There are some stupendous mountain views over the Cuesta Ridge as the train descends round hairpin bends and across an 85 foot trestle. As I’m drinking it all in I’m entertained by a lawyer who, on learning I’m from London, informs me, bitterly, that he should be there now, on his bachelor party. His ex-fiancé (of ten years) called off the wedding a few days ago and has gone to London instead, on his tickets, with his best friend. The latter had got him to confide all his secrets and then spilled the lot to the fiancé. The lawyer is on the train with a female companion. I am totally confused as to which gender fiancé and best friend are and whether they have run off together or are just making reprisals, but it sounds like a jolly good plot for a Jennifer Aniston movie to me.

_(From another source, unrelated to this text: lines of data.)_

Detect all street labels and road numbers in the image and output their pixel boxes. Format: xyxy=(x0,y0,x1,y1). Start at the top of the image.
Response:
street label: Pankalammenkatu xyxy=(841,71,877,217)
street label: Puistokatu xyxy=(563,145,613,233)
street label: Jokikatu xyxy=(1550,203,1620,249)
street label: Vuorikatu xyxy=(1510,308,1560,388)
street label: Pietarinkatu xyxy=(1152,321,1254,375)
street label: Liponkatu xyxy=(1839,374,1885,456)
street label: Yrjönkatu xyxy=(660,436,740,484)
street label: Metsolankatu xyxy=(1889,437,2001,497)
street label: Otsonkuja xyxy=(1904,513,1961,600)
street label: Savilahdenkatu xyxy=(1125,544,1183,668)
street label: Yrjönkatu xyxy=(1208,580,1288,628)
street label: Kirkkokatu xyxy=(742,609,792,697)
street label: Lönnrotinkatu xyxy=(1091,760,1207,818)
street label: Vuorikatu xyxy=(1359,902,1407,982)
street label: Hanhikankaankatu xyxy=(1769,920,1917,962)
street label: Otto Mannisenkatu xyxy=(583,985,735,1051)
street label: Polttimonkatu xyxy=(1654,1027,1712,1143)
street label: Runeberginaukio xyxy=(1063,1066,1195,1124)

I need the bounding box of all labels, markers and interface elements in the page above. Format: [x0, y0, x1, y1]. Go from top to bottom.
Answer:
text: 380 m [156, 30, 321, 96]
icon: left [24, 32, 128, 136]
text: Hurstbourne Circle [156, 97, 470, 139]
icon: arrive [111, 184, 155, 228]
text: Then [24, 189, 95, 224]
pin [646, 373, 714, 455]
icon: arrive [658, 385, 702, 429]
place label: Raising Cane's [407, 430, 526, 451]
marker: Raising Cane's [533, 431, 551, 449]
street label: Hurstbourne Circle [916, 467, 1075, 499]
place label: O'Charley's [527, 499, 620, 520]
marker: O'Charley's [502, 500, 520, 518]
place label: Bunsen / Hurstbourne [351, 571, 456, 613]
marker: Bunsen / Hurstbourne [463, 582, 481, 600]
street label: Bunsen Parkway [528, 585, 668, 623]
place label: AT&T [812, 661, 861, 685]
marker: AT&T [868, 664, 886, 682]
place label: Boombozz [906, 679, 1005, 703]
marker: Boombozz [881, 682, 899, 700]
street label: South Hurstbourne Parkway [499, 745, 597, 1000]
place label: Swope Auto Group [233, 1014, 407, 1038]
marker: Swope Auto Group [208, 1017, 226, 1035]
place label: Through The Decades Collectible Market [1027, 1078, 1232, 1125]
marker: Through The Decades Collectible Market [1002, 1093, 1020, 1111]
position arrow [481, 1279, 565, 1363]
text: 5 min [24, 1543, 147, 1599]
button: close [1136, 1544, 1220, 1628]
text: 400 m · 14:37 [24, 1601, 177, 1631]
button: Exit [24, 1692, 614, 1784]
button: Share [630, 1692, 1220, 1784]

The train finally emerges on the coast for the much lauded hundred miles of coast: surf, surfers, sand dunes and cliffs. It’s another atmospheric viewing. The sky is darkly cloudy; whether it’s smoke or rain I’m unsure, but I suspect it’s a mixture of both. I’ve received an emergency warning text telling me that I am about to be evacuated from the fire’s path and now the train has been halted for over four hours because there are trees down on the line north of Santa Barbara and they are waiting for them to be removed. It’s Sunday and it’s Labor Day weekend. So now I don’t get to see Santa Barbara, which was an anticipated highlight. I am very late into Los Angeles.

LAX to JFK

I’m back at the start of this American Odyssey. My head is scrambled with all the different time zones I’ve crossed. It feels as if the earth is moving. Below me, from the plane window, I can see what appears to be a very large canyon – a huge crack in the earth’s surface… yes it is- the Grand Canyon. An unexpected treat. My wallet is frazzled well beyond my expectation. I have Brexit and tips galore to thank for this. But I have completed the USA - all fifty states!

Last stop Bermuda.

USA - Snippets of Information

  • There are 50 states in the USA - Alaska and Hawaii are both separated from the main part of the country
  • The USA is the fourth largest country in the world by land area and third by population.
  • The USA has the world's largest economy
  • The most populated city in the USA is New York City, followed by Los Angeles and Chicago.
  • English is the most commonly spoken language in the USA, followed by Spanish.
  • The USA consumes more petroleum than any other country in the world.
  • The current 50-star American flag was designed by a 17-year-old as a school project in 1958. He got a B-.